Un rapport qui tire la sonnette d’alarme. L’Association nationale des étudiants en médecine (Anemf) vient de publier son premier baromètre concernant la qualité de la vie étudiante. Et c’est peu dire que celui-ci est plus qu’inquiétant. Les données ont été récoltées par formulaire, entre le 15 février et le 15 mars 2026, au sein des 38 UFR de santé. C’est au total plus de 6000 carabins (6663 précisément) qui y ont répondu, soit environ 12% de la population étudiante en médecine en France. 

"Depuis maintenant plusieurs années, les questions tournant autour de la santé et de la qualité de vie des étudiantes et étudiants en médecine s'imposent comme un enjeu majeur dans leur quotidien", constate le rapport. "Entre la surcharge de travail, le stress constant, les violences, l’inactivité physique ou les difficultés financières, les conséquences sont nombreuses en termes de santé qu’elle soit mentale ou physique." Un véritable phénomène qui "reste largement sous-estimé par le grand public et les différentes institutions." 

Le constat du baromètre est sans appel : la santé globale des étudiants en médecine est dégradée, notamment leur santé mentale. Lors de cette enquête, 52% des répondants indiquent présenter un état anxieux. À noter que ces états anxieux concernent davantage les femmes (57%) et augmentent durant le second cycle (58% contre 45% lors du premier cycle).  

"Des chiffres excessivement élevé d’idées suicidaires"

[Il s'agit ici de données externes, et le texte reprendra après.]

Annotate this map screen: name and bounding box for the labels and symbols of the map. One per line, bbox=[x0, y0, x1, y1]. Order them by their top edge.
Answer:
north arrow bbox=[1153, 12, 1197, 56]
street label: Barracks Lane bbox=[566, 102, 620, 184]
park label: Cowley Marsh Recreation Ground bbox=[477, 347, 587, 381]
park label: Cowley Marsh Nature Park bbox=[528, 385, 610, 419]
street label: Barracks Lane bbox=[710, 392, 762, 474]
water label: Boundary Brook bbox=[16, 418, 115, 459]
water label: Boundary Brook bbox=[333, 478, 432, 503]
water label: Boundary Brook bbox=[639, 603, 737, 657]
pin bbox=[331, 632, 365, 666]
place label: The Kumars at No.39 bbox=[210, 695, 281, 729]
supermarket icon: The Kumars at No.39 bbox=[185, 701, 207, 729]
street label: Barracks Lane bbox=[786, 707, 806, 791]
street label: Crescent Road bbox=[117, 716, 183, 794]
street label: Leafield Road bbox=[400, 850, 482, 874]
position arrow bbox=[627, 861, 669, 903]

Les étudiants en médecine ne sont pas épargnés par les phases dépressives. 13% d’entre eux en font état. "De la même manière que pour les états anxieux, le 2ème cycle des études médicales est associé à une hausse de la prévalence des états dépressifs", note le baromètre. Des problèmes de santé mentale pouvant amener à penser au pire. En effet, 20% des étudiantes et étudiants interrogés ont eu des idées suicidaires au cours des douze derniers mois. En comparaison, "seulement" 4,2% de la population générale y serait confrontée, selon le baromètre Santé Publique France de 2021 et 2024.  

Le lien avec les études semble, par ailleurs, évident. 76% de ces derniers identifient la scolarité comme une des raisons pouvant expliquer leurs idées suicidaires. Il s’agit du facteur le plus important largement devant le contexte sentimental ou familial. Et plus les études avancent, plus ces idées suicidaires sont présentes. Au total, un externe en médecine sur quatre a pensé à se suicider au cours des 12 derniers mois. "Cela montre donc que le chiffre excessivement élevé d’idées suicidaires au sein de la population étudiante n’est pas dû à de la vulnérabilité individuelle, mais bien à un facteur de stress lié aux études, et donc à un problème systémique", analyse l’Anemf dans son baromètre.  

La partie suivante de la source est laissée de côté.